**Data provided**
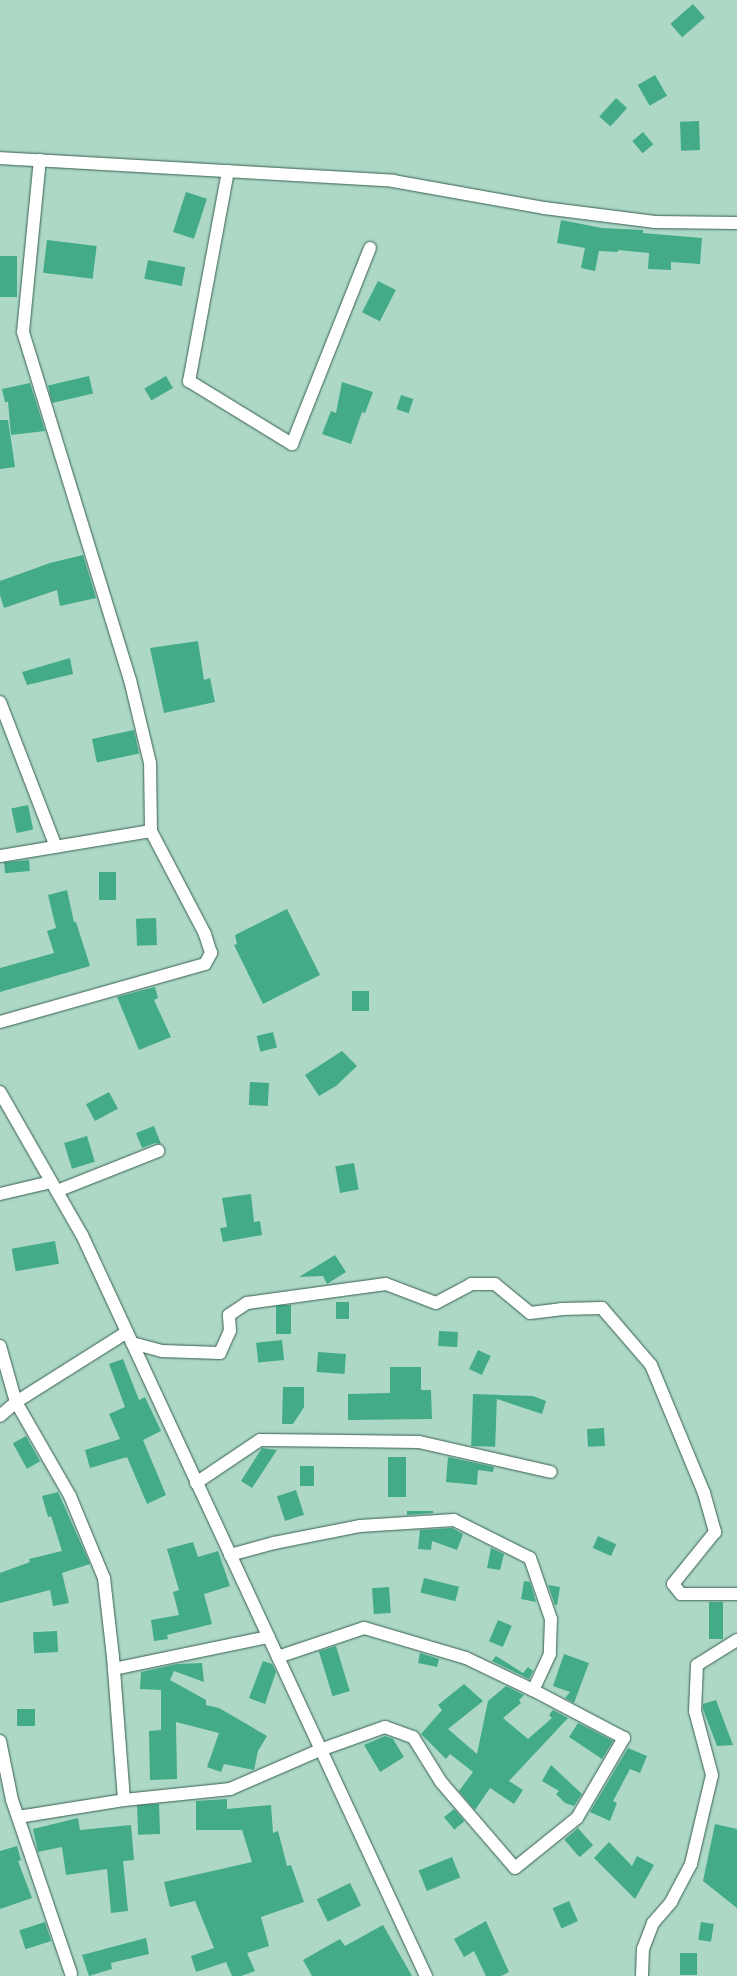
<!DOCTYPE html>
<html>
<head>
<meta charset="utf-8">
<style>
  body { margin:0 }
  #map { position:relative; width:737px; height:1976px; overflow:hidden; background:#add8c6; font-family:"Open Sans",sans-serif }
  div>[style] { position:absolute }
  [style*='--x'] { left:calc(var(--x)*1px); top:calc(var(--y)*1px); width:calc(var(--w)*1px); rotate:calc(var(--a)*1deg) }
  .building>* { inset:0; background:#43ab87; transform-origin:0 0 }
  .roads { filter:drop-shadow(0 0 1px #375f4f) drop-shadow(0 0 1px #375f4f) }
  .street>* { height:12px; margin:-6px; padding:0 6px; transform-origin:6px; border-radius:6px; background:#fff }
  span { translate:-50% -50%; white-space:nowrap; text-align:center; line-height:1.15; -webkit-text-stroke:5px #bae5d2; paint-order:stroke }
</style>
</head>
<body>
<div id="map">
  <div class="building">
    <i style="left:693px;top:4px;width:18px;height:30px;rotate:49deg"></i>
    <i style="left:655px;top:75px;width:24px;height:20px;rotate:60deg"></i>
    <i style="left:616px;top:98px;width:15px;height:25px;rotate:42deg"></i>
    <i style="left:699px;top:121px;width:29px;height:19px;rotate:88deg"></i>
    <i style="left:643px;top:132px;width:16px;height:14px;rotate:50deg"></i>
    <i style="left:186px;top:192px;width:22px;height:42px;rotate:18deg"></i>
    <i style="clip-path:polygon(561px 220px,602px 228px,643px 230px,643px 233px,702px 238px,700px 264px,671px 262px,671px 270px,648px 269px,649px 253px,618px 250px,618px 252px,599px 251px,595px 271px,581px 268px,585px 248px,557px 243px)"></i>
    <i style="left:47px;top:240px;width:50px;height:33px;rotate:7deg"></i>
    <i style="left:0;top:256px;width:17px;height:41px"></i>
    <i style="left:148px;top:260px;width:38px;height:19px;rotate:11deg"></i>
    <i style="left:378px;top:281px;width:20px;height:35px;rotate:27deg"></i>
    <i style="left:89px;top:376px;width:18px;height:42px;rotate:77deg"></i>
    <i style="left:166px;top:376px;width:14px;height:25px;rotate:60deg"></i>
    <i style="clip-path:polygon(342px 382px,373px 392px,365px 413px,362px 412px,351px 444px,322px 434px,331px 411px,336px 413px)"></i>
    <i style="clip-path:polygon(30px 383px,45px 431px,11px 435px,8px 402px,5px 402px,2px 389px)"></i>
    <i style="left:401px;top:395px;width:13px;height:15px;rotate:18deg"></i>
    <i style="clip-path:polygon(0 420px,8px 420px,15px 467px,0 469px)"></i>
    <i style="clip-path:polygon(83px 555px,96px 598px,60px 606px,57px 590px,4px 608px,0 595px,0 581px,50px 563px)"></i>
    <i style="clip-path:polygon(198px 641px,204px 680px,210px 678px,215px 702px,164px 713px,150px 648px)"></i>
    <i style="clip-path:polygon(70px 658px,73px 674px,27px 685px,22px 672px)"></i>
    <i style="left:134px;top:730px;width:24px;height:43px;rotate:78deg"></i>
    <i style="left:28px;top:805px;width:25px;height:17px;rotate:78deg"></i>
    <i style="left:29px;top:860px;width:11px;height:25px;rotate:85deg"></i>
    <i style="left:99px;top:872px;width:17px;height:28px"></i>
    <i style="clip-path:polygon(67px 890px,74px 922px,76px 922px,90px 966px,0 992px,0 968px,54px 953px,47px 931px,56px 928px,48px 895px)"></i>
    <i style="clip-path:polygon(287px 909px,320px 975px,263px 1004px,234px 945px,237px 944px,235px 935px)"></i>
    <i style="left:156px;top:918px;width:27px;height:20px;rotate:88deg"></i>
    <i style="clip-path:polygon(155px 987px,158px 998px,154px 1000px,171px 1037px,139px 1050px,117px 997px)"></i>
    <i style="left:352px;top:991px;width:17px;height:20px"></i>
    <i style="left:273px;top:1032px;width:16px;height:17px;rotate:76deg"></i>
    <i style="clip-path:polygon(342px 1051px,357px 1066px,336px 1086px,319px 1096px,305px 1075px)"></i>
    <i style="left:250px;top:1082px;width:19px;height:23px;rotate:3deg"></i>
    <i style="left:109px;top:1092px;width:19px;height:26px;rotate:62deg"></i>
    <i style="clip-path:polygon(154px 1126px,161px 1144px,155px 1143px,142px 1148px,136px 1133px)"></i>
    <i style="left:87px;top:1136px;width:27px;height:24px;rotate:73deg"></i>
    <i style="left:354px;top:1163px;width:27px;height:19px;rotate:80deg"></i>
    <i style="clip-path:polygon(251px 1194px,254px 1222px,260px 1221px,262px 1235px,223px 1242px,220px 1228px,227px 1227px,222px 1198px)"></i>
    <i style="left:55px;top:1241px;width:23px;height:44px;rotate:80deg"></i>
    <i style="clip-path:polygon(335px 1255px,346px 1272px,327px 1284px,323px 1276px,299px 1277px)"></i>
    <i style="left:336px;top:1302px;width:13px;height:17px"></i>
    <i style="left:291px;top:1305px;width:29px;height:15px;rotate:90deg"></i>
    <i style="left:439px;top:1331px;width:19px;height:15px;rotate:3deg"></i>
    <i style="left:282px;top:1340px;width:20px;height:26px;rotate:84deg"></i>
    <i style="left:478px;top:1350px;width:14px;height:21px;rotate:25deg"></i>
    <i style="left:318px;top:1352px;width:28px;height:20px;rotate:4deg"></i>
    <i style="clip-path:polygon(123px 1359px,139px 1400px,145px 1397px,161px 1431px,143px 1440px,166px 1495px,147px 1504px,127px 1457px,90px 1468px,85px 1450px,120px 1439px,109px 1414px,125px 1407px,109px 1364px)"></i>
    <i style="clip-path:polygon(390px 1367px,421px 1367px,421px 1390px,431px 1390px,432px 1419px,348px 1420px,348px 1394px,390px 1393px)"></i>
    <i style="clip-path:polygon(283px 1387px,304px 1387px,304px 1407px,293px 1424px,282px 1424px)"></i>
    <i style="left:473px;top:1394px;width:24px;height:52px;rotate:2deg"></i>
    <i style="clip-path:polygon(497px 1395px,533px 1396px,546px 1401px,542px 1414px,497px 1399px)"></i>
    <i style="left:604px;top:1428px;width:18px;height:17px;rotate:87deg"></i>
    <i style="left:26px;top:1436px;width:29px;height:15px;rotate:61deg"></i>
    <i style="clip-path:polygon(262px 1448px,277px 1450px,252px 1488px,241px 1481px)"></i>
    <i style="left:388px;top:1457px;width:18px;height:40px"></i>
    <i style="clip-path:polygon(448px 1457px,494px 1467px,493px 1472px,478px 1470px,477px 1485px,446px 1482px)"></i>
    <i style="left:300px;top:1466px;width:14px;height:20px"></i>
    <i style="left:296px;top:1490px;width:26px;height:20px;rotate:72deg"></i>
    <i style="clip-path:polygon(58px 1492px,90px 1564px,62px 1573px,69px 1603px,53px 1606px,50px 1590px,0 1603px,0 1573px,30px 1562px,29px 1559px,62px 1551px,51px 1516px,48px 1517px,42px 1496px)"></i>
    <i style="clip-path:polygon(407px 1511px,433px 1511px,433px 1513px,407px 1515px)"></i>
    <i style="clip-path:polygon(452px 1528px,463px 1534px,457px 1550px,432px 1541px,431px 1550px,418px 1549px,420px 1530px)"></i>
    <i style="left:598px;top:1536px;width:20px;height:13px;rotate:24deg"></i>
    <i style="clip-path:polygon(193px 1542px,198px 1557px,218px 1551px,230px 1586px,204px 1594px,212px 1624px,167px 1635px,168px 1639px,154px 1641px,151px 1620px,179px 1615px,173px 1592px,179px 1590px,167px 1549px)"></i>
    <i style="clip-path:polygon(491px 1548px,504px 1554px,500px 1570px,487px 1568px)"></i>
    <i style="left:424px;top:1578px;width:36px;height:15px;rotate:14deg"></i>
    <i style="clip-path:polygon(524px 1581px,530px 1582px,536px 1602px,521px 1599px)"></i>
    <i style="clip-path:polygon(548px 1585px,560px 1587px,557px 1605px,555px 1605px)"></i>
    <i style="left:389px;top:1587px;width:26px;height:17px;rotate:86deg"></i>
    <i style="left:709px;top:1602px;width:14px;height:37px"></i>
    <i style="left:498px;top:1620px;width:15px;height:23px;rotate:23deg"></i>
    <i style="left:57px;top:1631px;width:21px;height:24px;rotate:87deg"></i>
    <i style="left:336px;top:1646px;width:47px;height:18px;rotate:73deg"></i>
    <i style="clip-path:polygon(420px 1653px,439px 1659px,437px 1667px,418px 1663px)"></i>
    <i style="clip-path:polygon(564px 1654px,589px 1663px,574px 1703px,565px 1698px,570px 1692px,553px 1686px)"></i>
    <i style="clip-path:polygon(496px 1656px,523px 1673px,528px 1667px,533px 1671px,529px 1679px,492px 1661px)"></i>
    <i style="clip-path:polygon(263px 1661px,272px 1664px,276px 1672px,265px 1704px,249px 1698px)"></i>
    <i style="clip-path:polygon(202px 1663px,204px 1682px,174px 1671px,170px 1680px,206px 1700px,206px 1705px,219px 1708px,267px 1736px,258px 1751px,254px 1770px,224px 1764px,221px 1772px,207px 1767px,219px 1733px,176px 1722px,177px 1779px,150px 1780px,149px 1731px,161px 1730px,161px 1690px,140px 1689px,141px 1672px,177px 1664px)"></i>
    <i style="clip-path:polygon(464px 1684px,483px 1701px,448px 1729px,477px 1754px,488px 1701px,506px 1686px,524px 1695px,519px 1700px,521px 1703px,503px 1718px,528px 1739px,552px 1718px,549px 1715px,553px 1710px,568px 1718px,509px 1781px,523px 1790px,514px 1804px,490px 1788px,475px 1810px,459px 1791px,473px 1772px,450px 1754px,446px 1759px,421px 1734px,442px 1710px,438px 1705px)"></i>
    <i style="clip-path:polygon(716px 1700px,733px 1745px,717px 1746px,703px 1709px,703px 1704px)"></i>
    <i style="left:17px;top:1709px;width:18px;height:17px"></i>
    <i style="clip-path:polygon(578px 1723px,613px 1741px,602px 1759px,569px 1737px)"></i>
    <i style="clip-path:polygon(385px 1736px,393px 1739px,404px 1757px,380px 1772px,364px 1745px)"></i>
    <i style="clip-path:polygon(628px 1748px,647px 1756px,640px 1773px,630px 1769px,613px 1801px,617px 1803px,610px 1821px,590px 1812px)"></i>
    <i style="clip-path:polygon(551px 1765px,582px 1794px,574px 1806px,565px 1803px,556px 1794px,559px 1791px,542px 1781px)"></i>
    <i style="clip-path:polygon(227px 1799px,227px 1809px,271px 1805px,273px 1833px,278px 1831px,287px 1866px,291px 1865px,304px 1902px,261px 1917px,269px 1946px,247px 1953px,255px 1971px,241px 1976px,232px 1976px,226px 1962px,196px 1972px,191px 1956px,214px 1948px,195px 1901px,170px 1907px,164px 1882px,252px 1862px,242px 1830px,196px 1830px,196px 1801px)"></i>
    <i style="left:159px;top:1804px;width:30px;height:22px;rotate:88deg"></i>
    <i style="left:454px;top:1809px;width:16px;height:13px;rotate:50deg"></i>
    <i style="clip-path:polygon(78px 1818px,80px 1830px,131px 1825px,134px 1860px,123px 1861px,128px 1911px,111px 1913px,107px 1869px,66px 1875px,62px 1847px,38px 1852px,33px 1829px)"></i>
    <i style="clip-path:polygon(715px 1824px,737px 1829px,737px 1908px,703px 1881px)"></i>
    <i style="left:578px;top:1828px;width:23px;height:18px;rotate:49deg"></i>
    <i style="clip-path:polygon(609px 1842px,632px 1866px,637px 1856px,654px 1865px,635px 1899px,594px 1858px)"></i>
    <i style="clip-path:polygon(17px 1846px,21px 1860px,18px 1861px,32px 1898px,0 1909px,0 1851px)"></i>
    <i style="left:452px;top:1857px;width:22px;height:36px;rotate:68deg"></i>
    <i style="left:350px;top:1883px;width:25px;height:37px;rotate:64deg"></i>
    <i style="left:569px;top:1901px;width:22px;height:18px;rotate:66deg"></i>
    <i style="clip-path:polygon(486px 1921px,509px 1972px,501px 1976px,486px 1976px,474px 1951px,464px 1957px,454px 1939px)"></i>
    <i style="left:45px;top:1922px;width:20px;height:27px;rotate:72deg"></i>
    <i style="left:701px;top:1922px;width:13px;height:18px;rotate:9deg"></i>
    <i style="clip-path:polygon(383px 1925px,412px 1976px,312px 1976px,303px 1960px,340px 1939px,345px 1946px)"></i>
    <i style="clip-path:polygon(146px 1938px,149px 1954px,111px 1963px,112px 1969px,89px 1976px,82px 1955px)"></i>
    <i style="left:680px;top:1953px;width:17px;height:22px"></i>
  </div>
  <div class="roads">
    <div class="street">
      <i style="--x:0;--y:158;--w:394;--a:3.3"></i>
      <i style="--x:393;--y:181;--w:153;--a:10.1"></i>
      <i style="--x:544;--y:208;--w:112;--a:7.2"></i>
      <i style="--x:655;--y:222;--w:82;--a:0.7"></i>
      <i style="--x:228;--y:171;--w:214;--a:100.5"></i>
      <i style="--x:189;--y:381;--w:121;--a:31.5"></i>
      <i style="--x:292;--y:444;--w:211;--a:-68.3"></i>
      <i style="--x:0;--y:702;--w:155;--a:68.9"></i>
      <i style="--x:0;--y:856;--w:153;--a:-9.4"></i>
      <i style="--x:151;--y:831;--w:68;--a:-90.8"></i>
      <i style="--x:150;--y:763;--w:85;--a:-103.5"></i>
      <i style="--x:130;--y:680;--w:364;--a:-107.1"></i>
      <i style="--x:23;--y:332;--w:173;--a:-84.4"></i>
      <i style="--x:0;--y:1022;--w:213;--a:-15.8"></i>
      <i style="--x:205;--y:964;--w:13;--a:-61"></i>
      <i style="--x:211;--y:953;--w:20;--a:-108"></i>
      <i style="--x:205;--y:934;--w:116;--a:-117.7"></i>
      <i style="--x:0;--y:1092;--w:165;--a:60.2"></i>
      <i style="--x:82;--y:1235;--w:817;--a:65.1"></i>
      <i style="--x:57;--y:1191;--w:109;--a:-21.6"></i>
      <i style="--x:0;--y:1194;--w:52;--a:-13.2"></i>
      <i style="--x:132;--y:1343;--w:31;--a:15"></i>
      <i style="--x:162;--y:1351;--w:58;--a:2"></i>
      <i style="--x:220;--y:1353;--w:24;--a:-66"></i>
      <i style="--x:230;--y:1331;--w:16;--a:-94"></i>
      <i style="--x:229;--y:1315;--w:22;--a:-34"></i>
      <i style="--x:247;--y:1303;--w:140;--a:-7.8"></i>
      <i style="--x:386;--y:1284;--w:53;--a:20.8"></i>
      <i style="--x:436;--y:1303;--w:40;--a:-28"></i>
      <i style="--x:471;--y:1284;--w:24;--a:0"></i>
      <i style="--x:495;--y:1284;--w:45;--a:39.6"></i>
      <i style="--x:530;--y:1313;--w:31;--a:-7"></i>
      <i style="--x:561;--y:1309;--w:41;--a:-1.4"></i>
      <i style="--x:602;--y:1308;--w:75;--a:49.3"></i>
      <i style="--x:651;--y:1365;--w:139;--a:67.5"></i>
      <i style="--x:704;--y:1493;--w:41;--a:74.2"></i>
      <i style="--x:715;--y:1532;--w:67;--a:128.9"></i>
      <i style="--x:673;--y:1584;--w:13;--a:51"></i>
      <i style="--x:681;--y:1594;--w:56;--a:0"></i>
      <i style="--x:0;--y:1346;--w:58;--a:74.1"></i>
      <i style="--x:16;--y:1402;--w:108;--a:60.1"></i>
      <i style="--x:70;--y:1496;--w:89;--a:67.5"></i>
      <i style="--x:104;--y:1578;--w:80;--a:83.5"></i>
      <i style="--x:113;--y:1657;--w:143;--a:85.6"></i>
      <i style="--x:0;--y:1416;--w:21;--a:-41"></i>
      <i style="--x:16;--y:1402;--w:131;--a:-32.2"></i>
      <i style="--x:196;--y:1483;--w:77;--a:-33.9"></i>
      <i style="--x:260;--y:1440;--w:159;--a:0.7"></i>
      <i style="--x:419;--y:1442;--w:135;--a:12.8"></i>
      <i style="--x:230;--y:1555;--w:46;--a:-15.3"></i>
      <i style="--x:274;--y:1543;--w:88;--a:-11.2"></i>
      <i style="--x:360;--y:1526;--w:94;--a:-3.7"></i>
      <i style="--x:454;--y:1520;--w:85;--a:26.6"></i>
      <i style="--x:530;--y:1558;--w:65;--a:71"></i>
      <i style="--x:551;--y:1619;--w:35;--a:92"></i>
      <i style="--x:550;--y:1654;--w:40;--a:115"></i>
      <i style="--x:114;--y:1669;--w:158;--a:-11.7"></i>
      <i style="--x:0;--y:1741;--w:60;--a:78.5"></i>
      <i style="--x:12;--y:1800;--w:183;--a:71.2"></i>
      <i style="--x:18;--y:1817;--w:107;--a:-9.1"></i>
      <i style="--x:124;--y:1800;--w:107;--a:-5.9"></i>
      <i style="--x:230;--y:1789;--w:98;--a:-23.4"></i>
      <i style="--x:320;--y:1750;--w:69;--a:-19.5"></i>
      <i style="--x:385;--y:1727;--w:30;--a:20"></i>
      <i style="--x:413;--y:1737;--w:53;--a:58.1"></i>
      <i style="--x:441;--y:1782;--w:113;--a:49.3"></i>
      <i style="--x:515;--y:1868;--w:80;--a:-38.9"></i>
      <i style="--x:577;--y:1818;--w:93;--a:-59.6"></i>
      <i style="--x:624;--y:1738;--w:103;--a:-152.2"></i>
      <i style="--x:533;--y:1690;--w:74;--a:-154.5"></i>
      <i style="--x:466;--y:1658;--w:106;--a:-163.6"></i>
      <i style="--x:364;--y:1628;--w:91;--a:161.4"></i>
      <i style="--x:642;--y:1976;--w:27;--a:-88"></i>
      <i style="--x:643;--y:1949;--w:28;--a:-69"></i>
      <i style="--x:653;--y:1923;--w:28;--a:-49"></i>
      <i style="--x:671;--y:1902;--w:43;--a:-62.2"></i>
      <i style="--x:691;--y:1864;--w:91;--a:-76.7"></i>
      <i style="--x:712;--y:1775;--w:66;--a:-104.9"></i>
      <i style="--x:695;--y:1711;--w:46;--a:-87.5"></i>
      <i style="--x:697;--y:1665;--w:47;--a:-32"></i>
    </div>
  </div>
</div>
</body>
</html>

**Problem description**
The lines holding the word "position" are the answer. Find them in the entries and copy them.

**Written solution**
  #map { position:relative; width:737px; height:1976px; overflow:hidden; background:#add8c6; font-family:"Open Sans",sans-serif }
  div>[style] { position:absolute }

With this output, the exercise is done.